Sentimentos de fraternidade, companheirismo, respeito à pluralidade, à diversidade e à Vida no seu lato sentido, são secundarizados, desprezados ou embrulhados em bitolados pacotes ideológicos. O resgate da radicalidade democrática e a afirmação do Estado Democrático de Direito são objetivos a alcançar no menor prazo possível. Nesse ínterim só a Poesia nos salva. E a minha resposta para esta pergunta devia ser simplesmente o poema do Mario Quintana: O M A P A!

BdFRS - Chegou a existir corresponsabilidade dos cidadãos na administração da cidade?

Olívio - Considerando a forte fiscalização sobre a execução de obras e qualificação de serviços exercida por delegados e representantes do OP nas diferentes regiões podemos dizer que, de certa forma, sim. Numa Assembleia em uma região em que a SMOV executara obras de cobertura asfáltica em ruas do trajeto de ônibus do transporte coletivo, o governo precisava explicar porque não concluíra todo o trecho no prazo previsto e constante do “caderninho” que os fiscais do OP tinham em mãos.

Um líder comunitário apresentou e colocou em cima da mesa rodeada pela coordenação dos trabalhos e com a presença do prefeito, secretários e técnicos da SMOV, cinco saquinhos de plástico contendo brita, cascalho, areia, cimento, piche e argumentou que aquele material era de procedência mais cara e teria sido aplicado em quantidade desnecessária encarecendo a obra e gastando recurso extra que deveria ter sido usado para concluir o trecho. Foi um custo para o governo e os técnicos demonstrar pôr a+b que foi necessário usar aquele material e na proporção aplicada visto que a prospecção do solo detectou que se não se reforçasse a cobertura daquele trecho dentro de um mês, no máximo, com a passagem constante dos ônibus a cobertura se esbrugaria toda.

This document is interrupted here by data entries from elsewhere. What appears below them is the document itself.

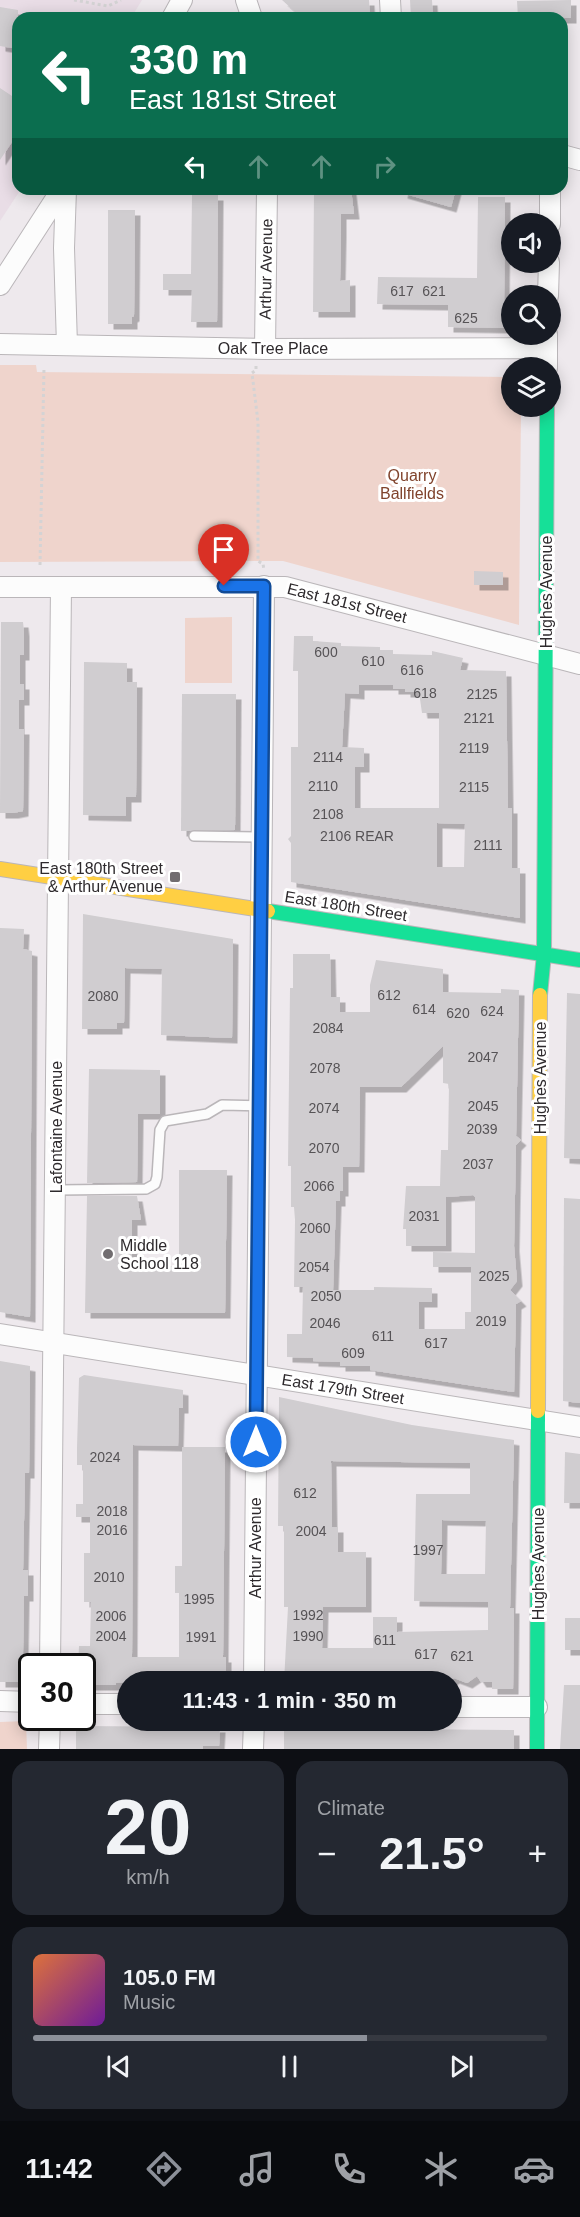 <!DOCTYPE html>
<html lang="en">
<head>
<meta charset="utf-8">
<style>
  body { margin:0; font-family:Arial,sans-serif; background:#242831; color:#f1f3f6; height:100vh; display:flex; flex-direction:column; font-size:22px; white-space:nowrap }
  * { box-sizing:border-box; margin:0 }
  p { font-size:20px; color:#9ea1a6 }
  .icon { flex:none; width:33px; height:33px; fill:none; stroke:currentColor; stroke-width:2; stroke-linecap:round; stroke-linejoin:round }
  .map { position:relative; height:1749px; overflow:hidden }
  .panel { display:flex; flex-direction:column; gap:12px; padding:12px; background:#0d0f14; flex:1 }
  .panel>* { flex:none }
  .top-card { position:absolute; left:12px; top:12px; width:556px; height:183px; border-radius:18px; box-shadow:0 3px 15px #0003; background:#0b6e4f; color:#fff; overflow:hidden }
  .buttons { position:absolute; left:501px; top:213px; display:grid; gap:12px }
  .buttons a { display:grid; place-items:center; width:60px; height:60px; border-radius:50%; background:#171b24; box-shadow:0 3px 15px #0003; font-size:30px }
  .speed { position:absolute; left:18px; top:1653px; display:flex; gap:12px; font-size:30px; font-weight:700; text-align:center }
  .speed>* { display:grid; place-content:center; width:78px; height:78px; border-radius:50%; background:#171b24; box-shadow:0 3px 15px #0003; line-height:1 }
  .speed .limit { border:3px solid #111; border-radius:9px; background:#fff; color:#111 }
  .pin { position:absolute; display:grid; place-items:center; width:51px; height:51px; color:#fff; margin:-62px -26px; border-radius:50% 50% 50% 0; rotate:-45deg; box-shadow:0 0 6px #0007 }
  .pin .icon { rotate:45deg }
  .me { position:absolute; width:66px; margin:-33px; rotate:0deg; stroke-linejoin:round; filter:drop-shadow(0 0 4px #0008) }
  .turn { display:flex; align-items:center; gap:21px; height:126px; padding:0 18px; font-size:27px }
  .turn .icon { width:78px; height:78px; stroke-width:2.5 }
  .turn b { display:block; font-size:42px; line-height:51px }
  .lanes { display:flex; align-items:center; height:57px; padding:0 18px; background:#0003; justify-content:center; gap:30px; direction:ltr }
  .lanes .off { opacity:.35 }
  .big { font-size:45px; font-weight:700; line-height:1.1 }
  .panel .widget { flex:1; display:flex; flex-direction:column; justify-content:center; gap:9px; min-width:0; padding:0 21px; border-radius:18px; background:#242831 }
  .panel .dial { align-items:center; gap:0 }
  .dial b { font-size:78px; line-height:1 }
  .song { display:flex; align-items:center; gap:18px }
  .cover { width:72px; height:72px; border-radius:9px; background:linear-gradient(135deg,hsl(20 70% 55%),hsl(280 70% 35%)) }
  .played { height:6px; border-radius:3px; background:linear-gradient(90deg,#8c9099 65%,#363941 65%) }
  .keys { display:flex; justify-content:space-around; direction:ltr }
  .heat { display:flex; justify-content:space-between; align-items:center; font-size:33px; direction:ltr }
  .panel .tiles { flex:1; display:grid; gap:12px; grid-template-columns:1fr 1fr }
  .widget:last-child { grid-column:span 2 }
  .trip { position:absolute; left:117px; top:1671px; width:345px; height:60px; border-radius:30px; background:#171b24; box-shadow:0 3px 15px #0003; font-weight:700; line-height:60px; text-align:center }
  .tabs { display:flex; height:96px; justify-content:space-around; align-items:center; background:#090b0e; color:#9ea1a6 }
  .tabs .icon { width:42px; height:42px }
  .tabs .selected { color:#8c9099 }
  .tabs b { font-size:27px; color:#f1f3f6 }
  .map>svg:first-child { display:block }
</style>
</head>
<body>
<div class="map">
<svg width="580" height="1749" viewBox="0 0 580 1749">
  <defs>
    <filter id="shadow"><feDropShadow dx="5.5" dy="5.5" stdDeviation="0" flood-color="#0004"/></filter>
  </defs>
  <rect width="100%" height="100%" fill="#eee9ed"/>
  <path fill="#e9dde6" d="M0,0H142L131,18H18V189H21L0,221Z"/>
  <g fill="#efd4cc">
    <path d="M0,365H36L37,372L511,377L512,406L521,407L519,625L283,561L0,562Z"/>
    <path d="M232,617V683H185V618Z"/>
    <path d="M26,1721L27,1749H0V1722Z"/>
  </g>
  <g fill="#d0cdd0" fill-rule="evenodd" filter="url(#shadow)">
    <path d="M282,0H369L370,18H302Z"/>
    <path d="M410,0H432L433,18H411Z"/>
    <path d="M571,0V18H518L517,1Z"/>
    <path d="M0,7L18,10V49L0,46Z"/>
    <path d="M0,88L18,100V133L0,160Z"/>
    <path d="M314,189H351L354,214H341V232L340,281L350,280V312H313Z"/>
    <path d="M403,189H456L451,207L402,193Z"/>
    <path d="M192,195H218L217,322H191L192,290H163V274H191Z"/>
    <path d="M478,197H505L504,309H512V328L448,327V305L377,304L378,277L477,278Z"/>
    <path d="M108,210H135L134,316L132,317V324H108Z"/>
    <path d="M474,571L503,572V585H474Z"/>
    <path d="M1,622H23L24,631V655H20V684H24V700H19V729H24L23,811L13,813H0Z"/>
    <path d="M294,636H313V641L341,643V646L380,647V650H393V654L432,655V651L463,658L460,670L506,671L508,808H512V868H520V918L291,882V843L288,839L291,836V747H298V671H293ZM359,685H393V689H405V692H419L422,713H439V808H355V767H364V748L342,747L345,693L359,694ZM437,823L465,824L464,867H437Z"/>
    <path d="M84,662L127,663V682H137L136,797H126V816L83,815Z"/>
    <path d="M182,694H236L235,830L181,831Z"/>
    <path d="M83,914L233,939L232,1038L161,1035L162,969L125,968L124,1023H117V1029H82Z"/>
    <path d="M0,928L24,929L23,949L32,951L30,1317L0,1312Z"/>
    <path d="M293,954H330L331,997H340V1012H370V985L376,960L443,969V992L501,993V989L519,990L516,1136L521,1140L516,1145L514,1246L517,1281L510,1290L521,1301L516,1304L514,1392L370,1370V1366H340V1362L313,1361V1358L287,1357V1334H302L303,1287H294L295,1220L294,1207H291V1166H288L290,988H293ZM443,1046V1083L449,1084L448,1150H441L440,1186H406L403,1229H406V1246H446V1197L473,1195L475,1197V1253L433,1252V1267H471V1312H465V1329H419V1302H432V1288L374,1287V1290H333L336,1201H340V1191H343V1167H359L360,1087H401Z"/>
    <path d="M567,993L580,994V1159L564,1158Z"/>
    <path d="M89,1069L160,1070V1114H138L137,1182L87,1183Z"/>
    <path d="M179,1170H227L225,1313H85L87,1196H137L141,1220H132V1266H179Z"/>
    <path d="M564,1198L580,1199V1403L563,1401Z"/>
    <path d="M0,1361L30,1366L29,1473H25L23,1570H28V1596H24L23,1653H27V1682H0Z"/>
    <path d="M84,1375L183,1390V1408H179L178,1446L133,1445L132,1657H179V1593H175V1566H182V1447H225L223,1657H226V1682H128L116,1683V1685H82V1666H78L79,1646H90L91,1602H84V1553H90V1517H76V1504H83V1465H77V1448L79,1378Z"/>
    <path d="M279,1397L412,1425L514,1440L510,1608H514L513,1689H492V1682H481L477,1676L467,1683L454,1678L449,1682L434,1680V1675L401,1674V1682H284L288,1607H284V1526H278ZM331,1461L470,1463V1494H416L414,1601L488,1602V1630L397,1632V1617H373V1648H322L323,1607H366V1552H338V1527H332ZM442,1520L486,1521L485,1574H441Z"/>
    <path d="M565,1452L580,1454V1503H564Z"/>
    <rect x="565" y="1618" width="15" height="32"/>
    <path d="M564,1685H580V1749H560Z"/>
    <path d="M76,1726L220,1727L219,1746H203V1749H76Z"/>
    <path d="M284,1728L514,1730V1749H284Z"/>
  </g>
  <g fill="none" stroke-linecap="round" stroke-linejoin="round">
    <g stroke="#bab6b9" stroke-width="12">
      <g id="lane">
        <path d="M194,836L263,837"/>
        <path d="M57,1190L146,1189L155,1184L157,1177L160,1130L165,1121L207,1114L222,1105L261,1106"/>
      </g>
    </g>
    <g stroke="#bab6b9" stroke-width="22">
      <g id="street">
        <path d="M246,0L252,18"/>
        <path d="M390,0L391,18"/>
        <path d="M172,18L182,0"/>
        <path d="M562,155L580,160"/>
        <path d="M66,189L64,248L67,345"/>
        <path d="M550,224V189"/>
        <path d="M0,285L62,189"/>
        <path d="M548,296L549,262"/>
        <path d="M0,344L265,349L547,348"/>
        <path d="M265,349L267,189"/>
        <path d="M547,368V334"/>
        <path d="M0,587H285L580,664"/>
        <path d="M0,1334L580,1427"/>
        <path d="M50,1666L61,587"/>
        <path d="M254,1682L264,586"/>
        <path d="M0,1701L32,1702"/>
        <path d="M82,1704H128"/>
        <path d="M452,1707H537"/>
        <path d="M49,1749L50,1718"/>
        <path d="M253,1749L254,1720"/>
      </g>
    </g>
    <g stroke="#bab6b9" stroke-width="16">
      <g id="fast">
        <path d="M268,911L580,960"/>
        <path d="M540,995L544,954L547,406"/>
        <path d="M537,1749L538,1411"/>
      </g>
    </g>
    <g stroke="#bab6b9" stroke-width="16">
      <g id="slow">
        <path d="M0,869L268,911"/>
        <path d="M538,1411L540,995"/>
      </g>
    </g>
    <g stroke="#d4d3d4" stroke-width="3" stroke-dasharray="3 3" stroke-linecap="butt">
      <path d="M74,0L108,6L121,0"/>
      <path d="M256,366V370L252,373L258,422V561L263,564L264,570"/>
      <path d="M40,565L44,368"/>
    </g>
    <use href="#lane" stroke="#fcfcfc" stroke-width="9"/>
    <use href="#street" stroke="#fcfcfc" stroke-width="20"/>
    <use href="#fast" stroke="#16e098" stroke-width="14"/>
    <use href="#slow" stroke="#ffcf43" stroke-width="14"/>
  </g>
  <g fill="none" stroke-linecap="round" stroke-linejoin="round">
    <g stroke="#114b97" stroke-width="15">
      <path id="route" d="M224,586H264L256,1442"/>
    </g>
    <use href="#route" stroke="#1a73e8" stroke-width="10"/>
  </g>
  <g fill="#716d70" stroke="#fff" stroke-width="2">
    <rect x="169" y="871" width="12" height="12" rx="3"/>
    <circle cx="108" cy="1254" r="6"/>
  </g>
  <g text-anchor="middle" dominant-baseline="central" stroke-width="6" stroke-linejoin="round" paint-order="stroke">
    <g font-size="14" fill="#565356">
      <text x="402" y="291">617</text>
      <text x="434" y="291">621</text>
      <text x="466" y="318">625</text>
      <text x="326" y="652">600</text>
      <text x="373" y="661">610</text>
      <text x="412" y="670">616</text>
      <text x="425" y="693">618</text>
      <text x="482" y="694">2125</text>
      <text x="479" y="718">2121</text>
      <text x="474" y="748">2119</text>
      <text x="328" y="757">2114</text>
      <text x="323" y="786">2110</text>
      <text x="474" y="787">2115</text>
      <text x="328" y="814">2108</text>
      <text x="357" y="836">2106 REAR</text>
      <text x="488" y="845">2111</text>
      <text x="389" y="995">612</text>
      <text x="103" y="996">2080</text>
      <text x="424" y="1009">614</text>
      <text x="492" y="1011">624</text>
      <text x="458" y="1013">620</text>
      <text x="328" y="1028">2084</text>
      <text x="483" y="1057">2047</text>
      <text x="325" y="1068">2078</text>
      <text x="483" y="1106">2045</text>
      <text x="324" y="1108">2074</text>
      <text x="482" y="1129">2039</text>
      <text x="324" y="1148">2070</text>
      <text x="478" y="1164">2037</text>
      <text x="319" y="1186">2066</text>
      <text x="424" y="1216">2031</text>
      <text x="315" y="1228">2060</text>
      <text x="314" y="1267">2054</text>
      <text x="494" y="1276">2025</text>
      <text x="326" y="1296">2050</text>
      <text x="491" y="1321">2019</text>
      <text x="325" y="1323">2046</text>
      <text x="383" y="1336">611</text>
      <text x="436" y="1343">617</text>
      <text x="353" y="1353">609</text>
      <text x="105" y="1457">2024</text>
      <text x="305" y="1493">612</text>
      <text x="112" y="1511">2018</text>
      <text x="112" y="1530">2016</text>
      <text x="311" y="1531">2004</text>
      <text x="428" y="1550">1997</text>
      <text x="109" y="1577">2010</text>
      <text x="199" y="1599">1995</text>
      <text x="308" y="1615">1992</text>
      <text x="111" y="1616">2006</text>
      <text x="111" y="1636">2004</text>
      <text x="308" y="1636">1990</text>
      <text x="201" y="1637">1991</text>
      <text x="385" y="1640">611</text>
      <text x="426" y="1654">617</text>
      <text x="462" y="1656">621</text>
    </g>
    <g font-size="16" fill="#2e2a2d" stroke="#fff">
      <text transform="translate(266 269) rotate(-89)">Arthur Avenue</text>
      <text x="273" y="348">Oak Tree Place</text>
      <text transform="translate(546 592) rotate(-90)">Hughes Avenue</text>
      <text transform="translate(347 603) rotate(14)">East 181st Street</text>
      <text transform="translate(346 906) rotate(9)">East 180th Street</text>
      <text transform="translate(540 1078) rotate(-90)">Hughes Avenue</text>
      <text transform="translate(56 1127) rotate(-90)">Lafontaine Avenue</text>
      <text transform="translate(343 1389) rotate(9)">East 179th Street</text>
      <text transform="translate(255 1548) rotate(-90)">Arthur Avenue</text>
      <text transform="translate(538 1564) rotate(-90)">Hughes Avenue</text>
    </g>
    <g font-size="16" fill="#80432c" stroke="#fff">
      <text x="412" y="475">Quarry<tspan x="412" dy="18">Ballfields</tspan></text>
    </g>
    <g font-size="16" fill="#2e2a2d" stroke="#fff" text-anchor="end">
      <text x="163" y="868">East 180th Street<tspan x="163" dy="18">&amp; Arthur Avenue</tspan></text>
      <text x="120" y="1245" text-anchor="start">Middle<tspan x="120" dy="18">School 118</tspan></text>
    </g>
  </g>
</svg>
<div class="buttons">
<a><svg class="icon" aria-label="sound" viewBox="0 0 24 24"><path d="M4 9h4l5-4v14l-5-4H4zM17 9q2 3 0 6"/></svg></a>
<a><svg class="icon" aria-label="search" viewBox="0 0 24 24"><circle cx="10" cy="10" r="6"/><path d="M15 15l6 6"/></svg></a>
<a><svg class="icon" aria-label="layers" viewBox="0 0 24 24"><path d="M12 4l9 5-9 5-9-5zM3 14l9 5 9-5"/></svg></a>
</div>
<div class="speed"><div class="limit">30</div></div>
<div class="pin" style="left:224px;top:586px;background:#d93025"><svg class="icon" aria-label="arrive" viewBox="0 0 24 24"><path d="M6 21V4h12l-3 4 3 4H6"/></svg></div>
<svg class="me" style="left:256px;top:1442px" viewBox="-20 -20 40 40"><circle r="17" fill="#1a73e8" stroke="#fff" stroke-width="3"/><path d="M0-11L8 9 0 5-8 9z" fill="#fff"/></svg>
<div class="trip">11:43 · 1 min · 350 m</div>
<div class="top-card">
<div class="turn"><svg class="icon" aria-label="left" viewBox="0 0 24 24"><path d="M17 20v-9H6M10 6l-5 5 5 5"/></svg><div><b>330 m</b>East 181st Street</div></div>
<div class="lanes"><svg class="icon" aria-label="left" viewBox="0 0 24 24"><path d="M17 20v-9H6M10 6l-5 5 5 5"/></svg><svg class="icon off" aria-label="ahead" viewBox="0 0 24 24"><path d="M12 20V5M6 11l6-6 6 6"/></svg><svg class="icon off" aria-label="ahead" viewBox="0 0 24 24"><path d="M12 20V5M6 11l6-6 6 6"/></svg><svg class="icon off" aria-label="right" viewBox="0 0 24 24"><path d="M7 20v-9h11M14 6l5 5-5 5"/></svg></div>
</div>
</div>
<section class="panel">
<div class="tiles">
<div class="widget dial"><b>20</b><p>km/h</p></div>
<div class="widget"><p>Climate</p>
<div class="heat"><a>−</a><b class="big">21.5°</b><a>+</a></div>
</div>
<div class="widget">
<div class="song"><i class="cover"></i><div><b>105.0 FM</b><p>Music</p></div></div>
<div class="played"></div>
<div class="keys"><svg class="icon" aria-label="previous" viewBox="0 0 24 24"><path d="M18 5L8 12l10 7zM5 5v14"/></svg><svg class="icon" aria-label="pause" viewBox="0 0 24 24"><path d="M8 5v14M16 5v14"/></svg><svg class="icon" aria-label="next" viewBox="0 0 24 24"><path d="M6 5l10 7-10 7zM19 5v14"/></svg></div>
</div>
</div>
</section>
<nav class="tabs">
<b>11:42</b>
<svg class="icon selected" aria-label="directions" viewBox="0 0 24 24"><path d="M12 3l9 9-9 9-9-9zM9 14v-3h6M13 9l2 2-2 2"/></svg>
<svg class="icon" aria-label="music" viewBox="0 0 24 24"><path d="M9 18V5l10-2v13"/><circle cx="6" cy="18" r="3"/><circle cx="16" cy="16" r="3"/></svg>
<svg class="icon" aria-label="phone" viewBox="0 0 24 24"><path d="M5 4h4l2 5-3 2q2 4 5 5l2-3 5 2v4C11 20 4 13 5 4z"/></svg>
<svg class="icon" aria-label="climate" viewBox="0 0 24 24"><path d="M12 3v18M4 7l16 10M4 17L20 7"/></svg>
<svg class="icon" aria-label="car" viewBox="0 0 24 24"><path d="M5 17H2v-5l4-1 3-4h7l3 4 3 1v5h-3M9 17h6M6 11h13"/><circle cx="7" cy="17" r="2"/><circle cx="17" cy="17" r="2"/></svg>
</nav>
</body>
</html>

Sentimentos de fraternidade, companheirismo, respeito à pluralidade, à diversidade e à Vida no seu lato sentido, são secundarizados, desprezados ou embrulhados em bitolados pacotes ideológicos

De outra feita, por ocasião da discussão da nova planta de valores para efeito da cobrança justa e progressiva do IPTU aconteceu um dos raros momentos em que se discutiu um item importante da receita do município. Discutimos no OP a proposta que o Executivo devia levar, em tempo hábil, para discussão e aprovação na Câmara de Vereadores. Há mais de 10 anos não se revisava a Planta de Valores e as injustiças eram grandes como era grande a evasão desse imposto de parte de quem devia e podia pagar mais.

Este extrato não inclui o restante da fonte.